**WHAT YOU ARE ASKED TO DO:** Looking at the listing, state how many of its lines contain the string "scale". Write only the number.

**EXTRACTED DATA:**

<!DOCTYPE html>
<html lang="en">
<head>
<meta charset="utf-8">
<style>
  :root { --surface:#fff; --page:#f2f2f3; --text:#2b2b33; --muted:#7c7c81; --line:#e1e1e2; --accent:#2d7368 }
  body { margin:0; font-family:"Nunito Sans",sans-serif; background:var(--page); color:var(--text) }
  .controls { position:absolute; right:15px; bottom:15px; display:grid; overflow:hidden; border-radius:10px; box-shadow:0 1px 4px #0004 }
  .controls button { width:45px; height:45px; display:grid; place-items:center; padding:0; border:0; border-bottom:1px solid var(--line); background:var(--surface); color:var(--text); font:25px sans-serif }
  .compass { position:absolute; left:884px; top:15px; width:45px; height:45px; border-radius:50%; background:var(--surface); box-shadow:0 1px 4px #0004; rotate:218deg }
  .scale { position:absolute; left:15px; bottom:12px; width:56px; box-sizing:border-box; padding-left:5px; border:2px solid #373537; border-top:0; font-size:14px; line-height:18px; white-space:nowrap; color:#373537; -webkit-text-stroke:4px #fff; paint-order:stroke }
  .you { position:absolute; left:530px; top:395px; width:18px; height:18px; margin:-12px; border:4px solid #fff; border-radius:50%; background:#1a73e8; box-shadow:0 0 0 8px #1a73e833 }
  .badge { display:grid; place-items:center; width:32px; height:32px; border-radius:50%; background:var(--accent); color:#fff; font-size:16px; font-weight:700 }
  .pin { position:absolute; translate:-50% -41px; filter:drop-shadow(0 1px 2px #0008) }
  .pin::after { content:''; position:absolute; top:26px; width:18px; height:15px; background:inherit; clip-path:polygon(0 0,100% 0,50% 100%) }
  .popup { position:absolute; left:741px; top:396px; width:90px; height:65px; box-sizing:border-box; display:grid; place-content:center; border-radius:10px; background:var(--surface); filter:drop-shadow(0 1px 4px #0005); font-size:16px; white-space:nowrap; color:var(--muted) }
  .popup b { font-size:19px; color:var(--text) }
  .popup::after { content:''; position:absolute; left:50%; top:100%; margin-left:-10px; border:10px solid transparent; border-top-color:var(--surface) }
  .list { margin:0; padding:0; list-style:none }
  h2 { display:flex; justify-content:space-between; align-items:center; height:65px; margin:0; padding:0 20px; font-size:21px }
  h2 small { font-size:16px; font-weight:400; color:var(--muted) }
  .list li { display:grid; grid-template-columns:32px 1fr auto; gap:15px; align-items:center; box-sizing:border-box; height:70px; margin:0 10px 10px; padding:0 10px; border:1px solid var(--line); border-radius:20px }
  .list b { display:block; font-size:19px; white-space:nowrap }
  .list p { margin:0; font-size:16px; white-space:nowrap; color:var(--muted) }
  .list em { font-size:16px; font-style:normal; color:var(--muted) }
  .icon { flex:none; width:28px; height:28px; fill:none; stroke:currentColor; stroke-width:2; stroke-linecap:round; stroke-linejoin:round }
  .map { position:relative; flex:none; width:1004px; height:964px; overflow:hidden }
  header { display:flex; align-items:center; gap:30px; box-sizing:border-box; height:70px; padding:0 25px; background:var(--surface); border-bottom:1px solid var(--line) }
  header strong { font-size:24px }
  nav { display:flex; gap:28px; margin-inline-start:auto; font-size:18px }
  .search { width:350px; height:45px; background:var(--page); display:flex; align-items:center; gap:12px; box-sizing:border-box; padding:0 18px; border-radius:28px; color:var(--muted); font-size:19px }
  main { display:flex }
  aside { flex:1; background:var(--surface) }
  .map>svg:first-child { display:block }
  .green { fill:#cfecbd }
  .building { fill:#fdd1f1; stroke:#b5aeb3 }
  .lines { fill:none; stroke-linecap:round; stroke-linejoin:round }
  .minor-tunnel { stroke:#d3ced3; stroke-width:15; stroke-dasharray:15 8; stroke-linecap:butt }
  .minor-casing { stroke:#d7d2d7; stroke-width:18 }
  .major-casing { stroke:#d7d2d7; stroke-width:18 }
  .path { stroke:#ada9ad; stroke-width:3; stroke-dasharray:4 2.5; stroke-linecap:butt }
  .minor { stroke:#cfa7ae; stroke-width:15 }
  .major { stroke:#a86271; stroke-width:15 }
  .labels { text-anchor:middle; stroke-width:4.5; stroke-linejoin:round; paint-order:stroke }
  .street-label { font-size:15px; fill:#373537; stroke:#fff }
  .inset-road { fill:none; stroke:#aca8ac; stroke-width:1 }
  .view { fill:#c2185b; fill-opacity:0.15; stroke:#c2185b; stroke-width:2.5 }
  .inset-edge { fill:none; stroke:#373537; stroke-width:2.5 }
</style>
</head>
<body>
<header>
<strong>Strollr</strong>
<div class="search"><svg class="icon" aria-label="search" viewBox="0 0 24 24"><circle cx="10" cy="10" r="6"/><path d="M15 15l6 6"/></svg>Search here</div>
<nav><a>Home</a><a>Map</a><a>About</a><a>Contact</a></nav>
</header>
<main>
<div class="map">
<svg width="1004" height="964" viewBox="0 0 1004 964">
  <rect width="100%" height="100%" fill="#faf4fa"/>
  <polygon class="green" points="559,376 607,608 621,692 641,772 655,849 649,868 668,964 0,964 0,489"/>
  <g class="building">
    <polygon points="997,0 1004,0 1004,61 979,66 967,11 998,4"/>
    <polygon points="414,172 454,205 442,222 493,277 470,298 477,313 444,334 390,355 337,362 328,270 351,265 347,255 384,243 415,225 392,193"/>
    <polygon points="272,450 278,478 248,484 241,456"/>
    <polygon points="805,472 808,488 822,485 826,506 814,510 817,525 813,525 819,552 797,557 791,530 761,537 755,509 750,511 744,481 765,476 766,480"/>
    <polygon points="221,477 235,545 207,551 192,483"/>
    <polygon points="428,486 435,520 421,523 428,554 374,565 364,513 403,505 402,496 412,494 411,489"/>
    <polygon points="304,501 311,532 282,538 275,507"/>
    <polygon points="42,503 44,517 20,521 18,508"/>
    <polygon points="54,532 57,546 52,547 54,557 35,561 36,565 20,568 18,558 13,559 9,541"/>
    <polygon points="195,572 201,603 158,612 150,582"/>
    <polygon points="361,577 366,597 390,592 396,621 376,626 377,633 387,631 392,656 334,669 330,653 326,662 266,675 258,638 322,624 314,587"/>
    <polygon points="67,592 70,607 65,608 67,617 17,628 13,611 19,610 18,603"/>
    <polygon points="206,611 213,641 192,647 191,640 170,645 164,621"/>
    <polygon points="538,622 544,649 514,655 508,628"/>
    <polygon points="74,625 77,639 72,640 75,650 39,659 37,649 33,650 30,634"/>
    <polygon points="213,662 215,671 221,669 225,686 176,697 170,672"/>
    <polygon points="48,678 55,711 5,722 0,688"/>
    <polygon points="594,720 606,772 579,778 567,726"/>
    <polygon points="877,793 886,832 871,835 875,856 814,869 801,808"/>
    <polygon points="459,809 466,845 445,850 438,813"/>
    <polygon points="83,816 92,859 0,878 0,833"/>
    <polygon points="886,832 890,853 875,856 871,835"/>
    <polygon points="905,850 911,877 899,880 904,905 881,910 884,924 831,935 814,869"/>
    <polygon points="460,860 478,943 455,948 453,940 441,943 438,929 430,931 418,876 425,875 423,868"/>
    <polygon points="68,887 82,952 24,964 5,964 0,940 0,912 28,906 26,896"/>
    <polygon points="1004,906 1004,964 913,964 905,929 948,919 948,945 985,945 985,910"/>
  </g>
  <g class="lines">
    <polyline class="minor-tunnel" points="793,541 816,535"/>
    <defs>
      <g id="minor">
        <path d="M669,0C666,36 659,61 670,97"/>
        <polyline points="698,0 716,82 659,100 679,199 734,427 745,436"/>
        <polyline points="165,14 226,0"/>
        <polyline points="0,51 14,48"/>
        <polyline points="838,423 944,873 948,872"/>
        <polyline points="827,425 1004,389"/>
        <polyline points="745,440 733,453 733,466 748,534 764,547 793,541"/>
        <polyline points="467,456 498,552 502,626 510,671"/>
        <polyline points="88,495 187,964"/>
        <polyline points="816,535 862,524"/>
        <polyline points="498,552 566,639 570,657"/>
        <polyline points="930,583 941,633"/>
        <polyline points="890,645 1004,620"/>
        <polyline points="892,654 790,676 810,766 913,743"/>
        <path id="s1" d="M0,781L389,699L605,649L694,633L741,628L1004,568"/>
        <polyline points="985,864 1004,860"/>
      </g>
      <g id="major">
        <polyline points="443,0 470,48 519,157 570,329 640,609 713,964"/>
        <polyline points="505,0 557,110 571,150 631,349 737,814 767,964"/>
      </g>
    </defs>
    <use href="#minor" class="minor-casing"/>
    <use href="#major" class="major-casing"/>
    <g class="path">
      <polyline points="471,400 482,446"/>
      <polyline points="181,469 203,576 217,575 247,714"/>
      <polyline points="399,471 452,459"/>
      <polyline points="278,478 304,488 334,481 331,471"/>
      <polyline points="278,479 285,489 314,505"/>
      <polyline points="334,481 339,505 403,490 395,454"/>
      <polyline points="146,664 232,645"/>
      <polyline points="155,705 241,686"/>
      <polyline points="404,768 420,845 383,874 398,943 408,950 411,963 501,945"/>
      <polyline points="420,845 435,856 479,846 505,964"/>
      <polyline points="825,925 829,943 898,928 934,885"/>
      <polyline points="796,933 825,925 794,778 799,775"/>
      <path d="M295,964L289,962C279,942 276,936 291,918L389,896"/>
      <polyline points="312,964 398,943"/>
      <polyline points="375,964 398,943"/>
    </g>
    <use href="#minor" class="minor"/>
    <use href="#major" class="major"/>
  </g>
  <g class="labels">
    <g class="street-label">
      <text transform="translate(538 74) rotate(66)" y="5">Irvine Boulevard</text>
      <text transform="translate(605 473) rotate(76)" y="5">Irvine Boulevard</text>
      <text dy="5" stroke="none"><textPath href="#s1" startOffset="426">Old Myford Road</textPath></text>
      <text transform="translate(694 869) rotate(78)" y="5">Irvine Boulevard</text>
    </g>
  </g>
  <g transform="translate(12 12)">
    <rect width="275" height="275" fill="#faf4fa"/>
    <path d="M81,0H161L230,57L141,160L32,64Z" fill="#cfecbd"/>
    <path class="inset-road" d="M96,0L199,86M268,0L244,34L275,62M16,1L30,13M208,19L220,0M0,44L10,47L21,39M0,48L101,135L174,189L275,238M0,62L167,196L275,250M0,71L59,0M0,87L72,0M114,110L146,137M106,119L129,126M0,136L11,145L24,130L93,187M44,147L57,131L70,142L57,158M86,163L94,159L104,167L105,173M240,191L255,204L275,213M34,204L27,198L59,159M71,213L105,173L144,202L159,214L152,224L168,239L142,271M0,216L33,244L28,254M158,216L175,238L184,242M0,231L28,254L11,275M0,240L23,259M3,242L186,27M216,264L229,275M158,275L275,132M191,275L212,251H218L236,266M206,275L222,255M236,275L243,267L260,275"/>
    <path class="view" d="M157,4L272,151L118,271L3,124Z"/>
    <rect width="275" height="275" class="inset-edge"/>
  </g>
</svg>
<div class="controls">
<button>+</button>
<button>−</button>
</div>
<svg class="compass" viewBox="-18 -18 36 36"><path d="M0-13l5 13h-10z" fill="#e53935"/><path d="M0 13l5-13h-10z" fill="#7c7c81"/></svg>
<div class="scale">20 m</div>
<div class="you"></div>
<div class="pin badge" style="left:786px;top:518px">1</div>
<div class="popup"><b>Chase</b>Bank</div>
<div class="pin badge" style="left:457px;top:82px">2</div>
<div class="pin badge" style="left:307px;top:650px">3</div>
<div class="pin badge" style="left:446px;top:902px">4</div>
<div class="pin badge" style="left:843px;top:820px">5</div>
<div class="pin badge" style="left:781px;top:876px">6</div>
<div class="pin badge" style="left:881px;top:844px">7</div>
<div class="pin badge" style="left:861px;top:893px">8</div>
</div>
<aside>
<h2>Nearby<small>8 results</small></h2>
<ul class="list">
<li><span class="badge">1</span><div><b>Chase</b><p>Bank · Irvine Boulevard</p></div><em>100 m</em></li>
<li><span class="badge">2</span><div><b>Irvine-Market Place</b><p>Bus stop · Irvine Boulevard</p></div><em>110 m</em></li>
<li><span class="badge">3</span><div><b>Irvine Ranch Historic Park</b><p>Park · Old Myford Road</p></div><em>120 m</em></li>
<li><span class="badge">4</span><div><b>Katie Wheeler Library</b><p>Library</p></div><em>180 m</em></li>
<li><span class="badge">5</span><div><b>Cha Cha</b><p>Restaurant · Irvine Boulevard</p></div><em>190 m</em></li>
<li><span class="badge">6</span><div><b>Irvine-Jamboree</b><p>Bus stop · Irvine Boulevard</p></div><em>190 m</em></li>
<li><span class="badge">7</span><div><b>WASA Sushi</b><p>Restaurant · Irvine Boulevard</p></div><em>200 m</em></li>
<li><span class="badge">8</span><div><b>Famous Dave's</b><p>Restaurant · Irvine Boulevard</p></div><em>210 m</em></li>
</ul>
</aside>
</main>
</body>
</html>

**RESPONSE BOX:** 2